### PROVIDED RECORDS

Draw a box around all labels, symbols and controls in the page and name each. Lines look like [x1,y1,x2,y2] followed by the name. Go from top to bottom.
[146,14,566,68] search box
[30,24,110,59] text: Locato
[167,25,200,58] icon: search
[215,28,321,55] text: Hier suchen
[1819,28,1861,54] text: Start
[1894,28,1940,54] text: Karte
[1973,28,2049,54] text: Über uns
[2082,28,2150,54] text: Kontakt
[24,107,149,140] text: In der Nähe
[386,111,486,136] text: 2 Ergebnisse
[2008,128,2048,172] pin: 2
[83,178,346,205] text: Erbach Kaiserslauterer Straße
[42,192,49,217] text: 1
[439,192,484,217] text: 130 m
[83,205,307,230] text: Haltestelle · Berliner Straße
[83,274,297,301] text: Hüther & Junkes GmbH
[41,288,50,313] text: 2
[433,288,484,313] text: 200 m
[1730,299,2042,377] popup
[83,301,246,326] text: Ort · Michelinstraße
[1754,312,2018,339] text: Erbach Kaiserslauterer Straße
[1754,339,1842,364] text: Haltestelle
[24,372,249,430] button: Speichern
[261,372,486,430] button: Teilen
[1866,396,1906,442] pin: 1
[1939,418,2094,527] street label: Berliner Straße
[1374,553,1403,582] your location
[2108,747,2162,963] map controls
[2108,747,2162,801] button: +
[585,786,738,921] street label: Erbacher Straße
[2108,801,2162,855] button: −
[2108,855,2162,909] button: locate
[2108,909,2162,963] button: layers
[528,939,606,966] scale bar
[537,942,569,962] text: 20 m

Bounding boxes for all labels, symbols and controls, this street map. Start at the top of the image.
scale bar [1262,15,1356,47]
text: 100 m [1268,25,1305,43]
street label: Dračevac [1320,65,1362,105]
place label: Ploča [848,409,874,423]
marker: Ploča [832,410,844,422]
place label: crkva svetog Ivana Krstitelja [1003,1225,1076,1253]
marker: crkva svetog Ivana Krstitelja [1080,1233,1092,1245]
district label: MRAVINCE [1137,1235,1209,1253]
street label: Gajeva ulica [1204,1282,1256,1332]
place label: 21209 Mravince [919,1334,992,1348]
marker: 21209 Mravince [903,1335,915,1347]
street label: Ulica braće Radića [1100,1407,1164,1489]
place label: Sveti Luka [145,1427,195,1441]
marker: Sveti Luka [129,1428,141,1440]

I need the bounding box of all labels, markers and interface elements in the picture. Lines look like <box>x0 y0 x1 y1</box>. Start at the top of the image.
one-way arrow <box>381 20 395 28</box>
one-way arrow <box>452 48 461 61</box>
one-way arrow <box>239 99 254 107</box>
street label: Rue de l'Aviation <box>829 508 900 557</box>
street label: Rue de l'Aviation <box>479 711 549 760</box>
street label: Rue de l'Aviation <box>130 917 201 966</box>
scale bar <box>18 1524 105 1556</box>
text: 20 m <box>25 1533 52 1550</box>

######

ASSIGNMENT -
What you need to do is retype all the entries exactly as written.

FINISHED EXERCISE -
Draw a box around all labels, symbols and controls in the page and name each. Lines look like [x1,y1,x2,y2] followed by the name. Go from top to bottom.
[146,14,566,68] search box
[30,24,110,59] text: Locato
[167,25,200,58] icon: search
[215,28,321,55] text: Hier suchen
[1819,28,1861,54] text: Start
[1894,28,1940,54] text: Karte
[1973,28,2049,54] text: Über uns
[2082,28,2150,54] text: Kontakt
[24,107,149,140] text: In der Nähe
[386,111,486,136] text: 2 Ergebnisse
[2008,128,2048,172] pin: 2
[83,178,346,205] text: Erbach Kaiserslauterer Straße
[42,192,49,217] text: 1
[439,192,484,217] text: 130 m
[83,205,307,230] text: Haltestelle · Berliner Straße
[83,274,297,301] text: Hüther & Junkes GmbH
[41,288,50,313] text: 2
[433,288,484,313] text: 200 m
[1730,299,2042,377] popup
[83,301,246,326] text: Ort · Michelinstraße
[1754,312,2018,339] text: Erbach Kaiserslauterer Straße
[1754,339,1842,364] text: Haltestelle
[24,372,249,430] button: Speichern
[261,372,486,430] button: Teilen
[1866,396,1906,442] pin: 1
[1939,418,2094,527] street label: Berliner Straße
[1374,553,1403,582] your location
[2108,747,2162,963] map controls
[2108,747,2162,801] button: +
[585,786,738,921] street label: Erbacher Straße
[2108,801,2162,855] button: −
[2108,855,2162,909] button: locate
[2108,909,2162,963] button: layers
[528,939,606,966] scale bar
[537,942,569,962] text: 20 m

Bounding boxes for all labels, symbols and controls, this street map. Start at the top of the image.
scale bar [1262,15,1356,47]
text: 100 m [1268,25,1305,43]
street label: Dračevac [1320,65,1362,105]
place label: Ploča [848,409,874,423]
marker: Ploča [832,410,844,422]
place label: crkva svetog Ivana Krstitelja [1003,1225,1076,1253]
marker: crkva svetog Ivana Krstitelja [1080,1233,1092,1245]
district label: MRAVINCE [1137,1235,1209,1253]
street label: Gajeva ulica [1204,1282,1256,1332]
place label: 21209 Mravince [919,1334,992,1348]
marker: 21209 Mravince [903,1335,915,1347]
street label: Ulica braće Radića [1100,1407,1164,1489]
place label: Sveti Luka [145,1427,195,1441]
marker: Sveti Luka [129,1428,141,1440]

I need the bounding box of all labels, markers and interface elements in the picture. Lines look like <box>x0 y0 x1 y1</box>. Start at the top of the image.
one-way arrow <box>381 20 395 28</box>
one-way arrow <box>452 48 461 61</box>
one-way arrow <box>239 99 254 107</box>
street label: Rue de l'Aviation <box>829 508 900 557</box>
street label: Rue de l'Aviation <box>479 711 549 760</box>
street label: Rue de l'Aviation <box>130 917 201 966</box>
scale bar <box>18 1524 105 1556</box>
text: 20 m <box>25 1533 52 1550</box>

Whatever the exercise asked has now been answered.